I want to store lines of strings dynamically using C language.
for e.g
sadasdasda5245sdf
fadfa6456
fasdf90-70=790
the number of such lines and the length of each line can be anything.Is there any way to store the whole thing dynamically.
I want to store lines of strings dynamically using C language.
for e.g
sadasdasda5245sdf
fadfa6456
fasdf90-70=790
the number of such lines and the length of each line can be anything.Is there any way to store the whole thing dynamically.
There are several data structures that allow you to add items dynamically, without having to know in advance what the maximum number of elements required are. There are linked lists, binary search trees, balanced trees, tries, heaps and many more.
Similarly, there are lots of ways of dynamically allocating strings of different lengths.
The easiest way would probably be to use a simple linked list:
typedef struct _node {
struct _node *next;
char *value;
} node_t;
You keep track of the head, the first item in the list, and each next field points to the next node in the list. For example, to traverse the list, you would write something like this:
currentNode = head;
while(currentNode != NULL) {
/* do something with currentNode->value */
currentNode = currentNode->next;
}
Without knowing what you want to do, specifically, I can't really offer any better suggestions.
What operations do you want to carry out on your data structure often?
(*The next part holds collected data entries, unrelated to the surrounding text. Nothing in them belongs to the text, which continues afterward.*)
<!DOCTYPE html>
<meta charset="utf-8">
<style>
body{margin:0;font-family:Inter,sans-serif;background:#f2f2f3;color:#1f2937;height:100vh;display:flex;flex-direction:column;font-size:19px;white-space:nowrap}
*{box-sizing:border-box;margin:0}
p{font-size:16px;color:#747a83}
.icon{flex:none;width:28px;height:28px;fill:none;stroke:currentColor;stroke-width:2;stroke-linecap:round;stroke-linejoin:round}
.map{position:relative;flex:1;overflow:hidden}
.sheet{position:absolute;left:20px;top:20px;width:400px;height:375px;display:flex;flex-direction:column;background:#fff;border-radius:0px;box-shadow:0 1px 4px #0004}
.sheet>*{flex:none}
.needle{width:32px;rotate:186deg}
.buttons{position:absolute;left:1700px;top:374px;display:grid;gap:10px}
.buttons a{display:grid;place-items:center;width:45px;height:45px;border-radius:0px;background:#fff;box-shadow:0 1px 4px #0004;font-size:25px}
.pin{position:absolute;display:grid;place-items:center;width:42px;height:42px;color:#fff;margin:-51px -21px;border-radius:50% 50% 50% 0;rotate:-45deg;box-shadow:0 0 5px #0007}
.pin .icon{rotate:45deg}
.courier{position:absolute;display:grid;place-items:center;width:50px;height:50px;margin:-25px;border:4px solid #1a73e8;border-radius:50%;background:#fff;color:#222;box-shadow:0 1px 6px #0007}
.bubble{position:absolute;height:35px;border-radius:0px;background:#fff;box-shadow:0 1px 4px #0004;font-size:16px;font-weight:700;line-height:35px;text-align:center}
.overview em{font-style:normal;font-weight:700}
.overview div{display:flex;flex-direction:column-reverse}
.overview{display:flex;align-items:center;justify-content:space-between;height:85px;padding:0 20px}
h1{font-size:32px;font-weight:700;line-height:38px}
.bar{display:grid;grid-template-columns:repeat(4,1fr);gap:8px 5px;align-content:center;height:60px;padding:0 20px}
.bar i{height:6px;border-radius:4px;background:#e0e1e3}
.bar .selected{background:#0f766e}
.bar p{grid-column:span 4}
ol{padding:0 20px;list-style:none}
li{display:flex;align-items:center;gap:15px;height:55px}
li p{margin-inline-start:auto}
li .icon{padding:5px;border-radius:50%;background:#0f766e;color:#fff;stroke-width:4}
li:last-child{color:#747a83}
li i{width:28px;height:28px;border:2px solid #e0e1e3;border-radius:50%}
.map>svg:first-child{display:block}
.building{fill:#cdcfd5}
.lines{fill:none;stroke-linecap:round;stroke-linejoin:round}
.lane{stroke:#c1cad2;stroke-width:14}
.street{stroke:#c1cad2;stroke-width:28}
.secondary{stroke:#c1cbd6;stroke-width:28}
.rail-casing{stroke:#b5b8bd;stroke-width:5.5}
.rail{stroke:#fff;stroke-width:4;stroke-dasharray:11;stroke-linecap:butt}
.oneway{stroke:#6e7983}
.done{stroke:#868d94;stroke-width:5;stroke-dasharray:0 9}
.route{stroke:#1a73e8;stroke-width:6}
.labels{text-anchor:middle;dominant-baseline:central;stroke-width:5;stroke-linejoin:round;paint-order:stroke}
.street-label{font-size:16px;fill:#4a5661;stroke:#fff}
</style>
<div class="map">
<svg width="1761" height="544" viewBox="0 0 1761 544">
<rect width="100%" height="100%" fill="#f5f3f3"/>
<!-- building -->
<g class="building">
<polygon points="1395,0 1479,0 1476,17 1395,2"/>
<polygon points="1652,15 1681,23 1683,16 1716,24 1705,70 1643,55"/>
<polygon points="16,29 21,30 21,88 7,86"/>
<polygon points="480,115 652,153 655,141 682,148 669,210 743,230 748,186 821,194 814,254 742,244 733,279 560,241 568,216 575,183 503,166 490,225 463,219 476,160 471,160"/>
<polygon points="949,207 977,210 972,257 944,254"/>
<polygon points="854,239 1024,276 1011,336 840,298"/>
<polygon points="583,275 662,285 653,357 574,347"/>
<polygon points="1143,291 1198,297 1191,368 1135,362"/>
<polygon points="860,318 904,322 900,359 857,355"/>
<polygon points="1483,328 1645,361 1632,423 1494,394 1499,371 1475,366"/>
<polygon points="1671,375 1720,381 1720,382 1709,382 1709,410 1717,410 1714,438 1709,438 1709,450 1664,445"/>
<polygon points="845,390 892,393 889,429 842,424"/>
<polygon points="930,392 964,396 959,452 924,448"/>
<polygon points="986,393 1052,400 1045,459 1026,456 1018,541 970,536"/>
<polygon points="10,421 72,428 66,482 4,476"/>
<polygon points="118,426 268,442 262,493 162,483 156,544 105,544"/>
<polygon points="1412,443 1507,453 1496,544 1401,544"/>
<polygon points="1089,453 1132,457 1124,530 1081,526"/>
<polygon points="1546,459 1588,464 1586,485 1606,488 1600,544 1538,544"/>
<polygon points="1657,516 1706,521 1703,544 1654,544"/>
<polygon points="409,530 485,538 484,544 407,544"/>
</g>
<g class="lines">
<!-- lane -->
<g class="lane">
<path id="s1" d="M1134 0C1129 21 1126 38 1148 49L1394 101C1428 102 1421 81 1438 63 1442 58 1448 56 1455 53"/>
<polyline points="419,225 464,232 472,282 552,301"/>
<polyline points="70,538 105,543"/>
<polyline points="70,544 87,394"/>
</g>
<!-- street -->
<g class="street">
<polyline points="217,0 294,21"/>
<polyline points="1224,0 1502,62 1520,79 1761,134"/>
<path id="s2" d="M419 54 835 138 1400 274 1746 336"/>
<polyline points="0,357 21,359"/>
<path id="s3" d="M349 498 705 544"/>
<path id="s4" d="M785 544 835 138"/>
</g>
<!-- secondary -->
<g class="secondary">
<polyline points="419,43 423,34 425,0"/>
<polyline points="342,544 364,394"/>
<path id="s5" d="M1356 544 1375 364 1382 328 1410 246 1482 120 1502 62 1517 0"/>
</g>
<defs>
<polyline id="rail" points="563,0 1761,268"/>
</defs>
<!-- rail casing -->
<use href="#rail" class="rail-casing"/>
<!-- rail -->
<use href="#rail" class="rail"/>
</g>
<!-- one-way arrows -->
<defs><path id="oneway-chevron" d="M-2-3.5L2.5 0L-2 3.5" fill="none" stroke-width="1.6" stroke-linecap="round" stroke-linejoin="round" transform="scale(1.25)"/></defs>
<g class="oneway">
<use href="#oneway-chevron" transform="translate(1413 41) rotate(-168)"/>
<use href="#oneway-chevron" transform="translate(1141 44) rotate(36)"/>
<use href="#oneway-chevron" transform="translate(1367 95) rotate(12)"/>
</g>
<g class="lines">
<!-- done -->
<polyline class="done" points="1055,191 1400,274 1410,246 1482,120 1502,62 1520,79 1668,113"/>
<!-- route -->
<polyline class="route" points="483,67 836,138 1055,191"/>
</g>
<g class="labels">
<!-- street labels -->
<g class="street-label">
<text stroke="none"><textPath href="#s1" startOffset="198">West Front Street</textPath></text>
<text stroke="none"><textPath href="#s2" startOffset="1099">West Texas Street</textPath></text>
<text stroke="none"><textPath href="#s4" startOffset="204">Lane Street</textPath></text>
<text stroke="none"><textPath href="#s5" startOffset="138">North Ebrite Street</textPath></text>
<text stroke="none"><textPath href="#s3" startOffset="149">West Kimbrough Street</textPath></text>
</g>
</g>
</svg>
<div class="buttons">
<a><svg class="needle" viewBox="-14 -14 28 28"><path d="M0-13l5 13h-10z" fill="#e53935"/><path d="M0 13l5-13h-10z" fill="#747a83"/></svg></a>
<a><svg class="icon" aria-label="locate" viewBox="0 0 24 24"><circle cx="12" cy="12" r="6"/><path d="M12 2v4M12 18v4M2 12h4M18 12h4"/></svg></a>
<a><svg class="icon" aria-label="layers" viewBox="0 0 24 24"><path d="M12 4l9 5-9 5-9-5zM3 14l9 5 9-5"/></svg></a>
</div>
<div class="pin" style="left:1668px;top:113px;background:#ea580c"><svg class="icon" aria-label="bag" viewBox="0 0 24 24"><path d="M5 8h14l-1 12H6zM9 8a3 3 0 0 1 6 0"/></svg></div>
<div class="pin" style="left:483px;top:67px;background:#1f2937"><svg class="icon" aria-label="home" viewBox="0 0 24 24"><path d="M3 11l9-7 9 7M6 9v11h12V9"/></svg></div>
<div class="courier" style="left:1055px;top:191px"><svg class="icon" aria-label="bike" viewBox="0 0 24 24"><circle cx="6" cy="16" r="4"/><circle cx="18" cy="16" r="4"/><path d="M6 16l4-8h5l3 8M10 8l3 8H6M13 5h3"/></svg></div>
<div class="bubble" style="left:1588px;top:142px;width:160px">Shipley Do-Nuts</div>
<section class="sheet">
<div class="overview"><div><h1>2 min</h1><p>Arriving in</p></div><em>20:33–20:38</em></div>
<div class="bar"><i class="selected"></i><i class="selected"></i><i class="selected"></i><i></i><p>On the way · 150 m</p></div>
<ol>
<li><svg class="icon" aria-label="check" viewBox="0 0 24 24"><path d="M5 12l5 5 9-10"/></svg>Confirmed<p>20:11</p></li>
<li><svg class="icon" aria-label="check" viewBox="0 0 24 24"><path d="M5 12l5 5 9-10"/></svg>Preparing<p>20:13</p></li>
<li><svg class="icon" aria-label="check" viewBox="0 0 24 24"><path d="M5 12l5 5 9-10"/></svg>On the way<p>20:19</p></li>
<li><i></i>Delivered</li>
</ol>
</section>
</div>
Are you going to simply be iterating through the strings, searching for strings, adding and removing strings?
Run, don't walk, to the Princeton web site and get
Dave Hanson's C Interfaces and Implementations. The data structure called Seq_T
is perfect for building up a list of lines dynamically. Dave doesn't provide a buffering reader, but you can read lines into a finite buffer, convert the result using Text_put
, and if a line is too big for one buffer, join the results using Text_cat
. The CII code manages all the dynamic growth for you.
If you know at some initialization time the number of strings and will not need to allocate for more, you could just use a:
char **myStrings = (char **)malloc(numStrings*sizeof(*myStrings);
and then allocation for each string:
for(int i=0; i<numStrings; i++)
myStrings[i] = (char *)malloc(stringLength[i] + 1);
You could still allocate more dynamically if needed, though.
If you need to dynamically reallocate the array of strings:
myStrings = (char **)realloc(myStrings, numStringsNew*sizeof(myStrings));
or if a particular string needs to change its length, just realloc that particular string:
myStrings[the_one_to_realloc] = (char *)realloc(myStrings[the_one_to_realloc], stringLengthNew + 1);
There is little reason to reinvent the wheel, unlike what some answers suggest.
Do not develop your own library, while there are several free software libraries which implement such abstractions. One example, among others, is glib which has many types such as dynamically growing strings and dynamically growing lists.